Kelley O'Hara was in Fisher's group.

"It gets people outside," she said.

Pederson talked about the trail popularity. A survey she had showed 69 percent of the county's citizens use the trails.

"We believe trail use is the most popular activity. I think they're built with the landscape in mind," she said.

It's the landscape feature that makes the trails a federally funded program, according to Fatemeh Allahoust of the Virginia Department of Transportation.

"Trail money and these kind of improvements are enhancements. They come from federal money," she said.

THE CROSS COUNTY Trail Project is one that will construct a trail from the Loudoun County line in the north to the land that was formerly the Lorton Prison in the south, connecting up to other county trails. It is nearly complete except for a stretch in Vienna, according to Pate.

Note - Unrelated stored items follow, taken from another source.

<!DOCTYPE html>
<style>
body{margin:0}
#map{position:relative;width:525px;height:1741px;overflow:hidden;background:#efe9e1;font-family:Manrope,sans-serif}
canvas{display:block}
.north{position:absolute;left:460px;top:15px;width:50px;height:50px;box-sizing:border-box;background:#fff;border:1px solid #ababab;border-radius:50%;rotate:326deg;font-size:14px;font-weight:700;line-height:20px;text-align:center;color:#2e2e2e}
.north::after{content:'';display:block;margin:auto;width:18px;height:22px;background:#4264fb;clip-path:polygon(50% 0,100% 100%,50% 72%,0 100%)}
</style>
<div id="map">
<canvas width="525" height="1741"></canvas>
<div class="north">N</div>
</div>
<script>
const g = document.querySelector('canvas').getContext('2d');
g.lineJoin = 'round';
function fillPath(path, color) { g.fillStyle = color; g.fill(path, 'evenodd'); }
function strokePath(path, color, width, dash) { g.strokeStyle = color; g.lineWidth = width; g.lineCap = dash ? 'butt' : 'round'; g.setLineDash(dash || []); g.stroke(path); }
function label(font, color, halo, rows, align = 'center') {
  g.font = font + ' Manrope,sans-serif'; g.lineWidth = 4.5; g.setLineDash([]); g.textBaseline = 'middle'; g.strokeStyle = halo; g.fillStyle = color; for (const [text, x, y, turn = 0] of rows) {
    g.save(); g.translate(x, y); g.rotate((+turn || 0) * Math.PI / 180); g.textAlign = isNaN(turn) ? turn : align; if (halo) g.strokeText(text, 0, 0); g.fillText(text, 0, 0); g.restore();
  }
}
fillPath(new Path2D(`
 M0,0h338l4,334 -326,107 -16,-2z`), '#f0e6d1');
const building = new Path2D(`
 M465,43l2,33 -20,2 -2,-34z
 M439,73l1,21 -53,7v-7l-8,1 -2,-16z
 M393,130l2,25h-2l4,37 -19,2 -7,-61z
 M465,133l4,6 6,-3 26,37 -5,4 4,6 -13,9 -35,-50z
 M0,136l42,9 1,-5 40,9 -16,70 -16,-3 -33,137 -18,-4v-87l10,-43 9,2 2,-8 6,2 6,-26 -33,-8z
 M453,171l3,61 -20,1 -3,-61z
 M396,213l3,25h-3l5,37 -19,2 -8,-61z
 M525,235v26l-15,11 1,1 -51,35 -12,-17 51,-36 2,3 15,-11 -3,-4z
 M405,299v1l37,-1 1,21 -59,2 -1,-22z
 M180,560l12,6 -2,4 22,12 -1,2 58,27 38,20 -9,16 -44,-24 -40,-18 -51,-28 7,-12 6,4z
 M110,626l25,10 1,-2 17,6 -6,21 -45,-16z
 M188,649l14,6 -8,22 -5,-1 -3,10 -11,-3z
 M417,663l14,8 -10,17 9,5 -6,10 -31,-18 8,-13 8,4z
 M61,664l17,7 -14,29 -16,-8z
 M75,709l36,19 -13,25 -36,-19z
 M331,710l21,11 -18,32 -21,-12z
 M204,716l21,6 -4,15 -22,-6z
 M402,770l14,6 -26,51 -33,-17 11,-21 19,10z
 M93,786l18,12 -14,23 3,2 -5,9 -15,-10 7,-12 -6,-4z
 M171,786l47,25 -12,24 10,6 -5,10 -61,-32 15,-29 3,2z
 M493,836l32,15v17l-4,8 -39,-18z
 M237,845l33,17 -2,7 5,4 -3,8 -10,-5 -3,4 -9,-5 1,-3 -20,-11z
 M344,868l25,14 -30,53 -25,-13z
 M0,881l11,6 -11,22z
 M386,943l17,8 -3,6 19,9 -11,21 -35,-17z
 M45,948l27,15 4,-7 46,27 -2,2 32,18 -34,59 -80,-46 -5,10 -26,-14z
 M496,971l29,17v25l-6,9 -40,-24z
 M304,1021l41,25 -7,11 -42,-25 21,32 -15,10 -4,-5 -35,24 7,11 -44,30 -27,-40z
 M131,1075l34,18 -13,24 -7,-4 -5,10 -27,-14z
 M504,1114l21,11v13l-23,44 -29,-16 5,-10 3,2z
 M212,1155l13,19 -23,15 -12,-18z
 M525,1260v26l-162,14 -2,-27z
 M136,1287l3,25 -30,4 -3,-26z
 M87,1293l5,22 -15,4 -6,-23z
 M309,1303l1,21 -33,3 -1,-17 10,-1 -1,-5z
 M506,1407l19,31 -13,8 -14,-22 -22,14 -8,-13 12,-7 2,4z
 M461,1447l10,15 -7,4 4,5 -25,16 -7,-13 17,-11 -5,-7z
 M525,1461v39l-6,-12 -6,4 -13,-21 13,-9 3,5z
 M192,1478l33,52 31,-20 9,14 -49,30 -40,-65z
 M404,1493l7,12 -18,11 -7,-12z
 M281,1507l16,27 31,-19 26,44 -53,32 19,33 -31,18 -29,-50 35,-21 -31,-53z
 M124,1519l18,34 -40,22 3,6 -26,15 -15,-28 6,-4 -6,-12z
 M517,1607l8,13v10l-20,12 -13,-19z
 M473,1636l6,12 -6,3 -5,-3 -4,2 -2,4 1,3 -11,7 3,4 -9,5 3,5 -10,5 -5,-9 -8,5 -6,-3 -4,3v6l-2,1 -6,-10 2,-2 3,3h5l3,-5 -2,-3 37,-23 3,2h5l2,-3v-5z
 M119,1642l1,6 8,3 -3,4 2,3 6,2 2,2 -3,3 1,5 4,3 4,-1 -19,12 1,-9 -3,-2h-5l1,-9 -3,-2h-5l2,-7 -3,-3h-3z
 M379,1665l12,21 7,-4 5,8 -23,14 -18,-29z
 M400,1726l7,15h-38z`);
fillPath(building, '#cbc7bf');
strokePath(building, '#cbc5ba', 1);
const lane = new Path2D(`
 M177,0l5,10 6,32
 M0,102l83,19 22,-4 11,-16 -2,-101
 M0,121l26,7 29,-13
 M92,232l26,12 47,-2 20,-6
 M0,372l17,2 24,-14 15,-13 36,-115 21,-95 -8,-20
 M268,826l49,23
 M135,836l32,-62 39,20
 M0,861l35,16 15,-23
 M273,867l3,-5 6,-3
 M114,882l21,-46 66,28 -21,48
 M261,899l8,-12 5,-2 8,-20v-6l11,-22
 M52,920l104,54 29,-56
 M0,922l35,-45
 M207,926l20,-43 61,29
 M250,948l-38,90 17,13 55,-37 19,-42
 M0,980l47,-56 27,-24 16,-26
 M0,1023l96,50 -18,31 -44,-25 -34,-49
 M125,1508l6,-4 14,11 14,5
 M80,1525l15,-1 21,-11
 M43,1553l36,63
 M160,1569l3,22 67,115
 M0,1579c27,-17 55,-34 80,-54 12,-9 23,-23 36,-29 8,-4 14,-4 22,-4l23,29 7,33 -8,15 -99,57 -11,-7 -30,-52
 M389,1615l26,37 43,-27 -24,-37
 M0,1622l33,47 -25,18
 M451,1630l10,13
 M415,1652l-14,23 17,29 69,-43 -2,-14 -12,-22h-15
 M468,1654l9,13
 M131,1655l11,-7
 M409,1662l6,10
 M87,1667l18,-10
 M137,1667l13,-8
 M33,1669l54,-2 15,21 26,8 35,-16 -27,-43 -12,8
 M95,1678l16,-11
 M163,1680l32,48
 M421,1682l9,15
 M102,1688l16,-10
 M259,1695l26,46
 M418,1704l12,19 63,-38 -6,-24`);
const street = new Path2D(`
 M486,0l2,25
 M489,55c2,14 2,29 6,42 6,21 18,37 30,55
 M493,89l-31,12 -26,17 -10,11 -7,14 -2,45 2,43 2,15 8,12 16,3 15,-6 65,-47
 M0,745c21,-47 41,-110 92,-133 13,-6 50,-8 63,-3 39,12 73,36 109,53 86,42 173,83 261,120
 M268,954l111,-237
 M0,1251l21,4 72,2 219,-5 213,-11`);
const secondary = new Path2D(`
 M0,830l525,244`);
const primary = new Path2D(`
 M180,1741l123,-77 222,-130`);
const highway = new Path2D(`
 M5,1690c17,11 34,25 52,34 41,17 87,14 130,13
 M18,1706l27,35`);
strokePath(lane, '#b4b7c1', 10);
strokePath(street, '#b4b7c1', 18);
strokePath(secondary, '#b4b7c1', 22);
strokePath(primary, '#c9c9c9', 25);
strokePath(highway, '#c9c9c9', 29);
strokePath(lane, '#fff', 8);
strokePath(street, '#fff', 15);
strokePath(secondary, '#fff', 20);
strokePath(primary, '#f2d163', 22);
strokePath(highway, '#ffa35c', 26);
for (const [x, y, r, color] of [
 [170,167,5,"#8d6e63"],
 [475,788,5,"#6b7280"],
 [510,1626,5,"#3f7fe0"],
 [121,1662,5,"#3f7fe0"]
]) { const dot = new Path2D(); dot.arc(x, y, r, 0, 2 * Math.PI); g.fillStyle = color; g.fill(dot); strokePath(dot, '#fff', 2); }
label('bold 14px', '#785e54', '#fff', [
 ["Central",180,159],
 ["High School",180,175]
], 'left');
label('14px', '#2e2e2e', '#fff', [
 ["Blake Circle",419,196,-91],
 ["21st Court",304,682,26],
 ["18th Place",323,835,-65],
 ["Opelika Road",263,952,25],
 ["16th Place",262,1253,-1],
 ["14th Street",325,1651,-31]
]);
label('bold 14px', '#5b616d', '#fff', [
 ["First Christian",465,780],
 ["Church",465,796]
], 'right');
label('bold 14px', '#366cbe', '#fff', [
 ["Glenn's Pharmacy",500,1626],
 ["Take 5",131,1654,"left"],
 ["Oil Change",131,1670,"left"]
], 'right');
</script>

"In 2004 we will finish the last section of the Cross County Trail. We still have a middle section around Vale and Lawyers Road, where land acquisition is a factor," Pate said.

One section in the Springfield-Burke area that was recently completed was around Lake Mercer south of South Run District Park. It connects a section of the trail that goes around Burke Lake, through South Run, and through the Newington Forest neighborhoods.

According to Virginia Trails advocate Barbara Nelson, trails are slowly being built along the East Coast states to provide biking/hiking access. The East Coast Greenway is another trail with local, regional and national significance, according to Nelson. It was designated by the White House in 2000 as one of the 16 National Millennium Trails. It will come into Virginia across Memorial Bridge and tie into the Mount Vernon Trail. The East Coast Greenway is envisioned as a long-distance trail from Calis, Maine, to Key West, Fla. — an urban greenway trail connecting cities and towns along the East Coast.

Another project of interest is the Potomac Heritage National Scenic Trail — a congressionally designated trail. It encompasses the entire Potomac River Watershed (which includes areas in West Virginia, Pennsylvania, Maryland, D.C. and Virginia), according to Nelson.

SATURDAY, JUNE 1, at the ribbon-cutting, Wakefield Park was also hosting a softball tournament and soccer games. For the softball tournament, there was one parking lot filled with campers for the team members and their families, who were making a weekend of it. Softball enthusiasts Chris Hargrow, 11, and George Mason University graduate and coach Karen Horowitz, 23, were waiting for their game to start. Neither were trail enthusiasts, and Horowitz mentioned the rumors about new softball fields at Wakefield.

"My brother bikes on the trails. I think the trails are important, but if they had to cut out some of the trails for two new softball fields, I would be for it," Horowitz said.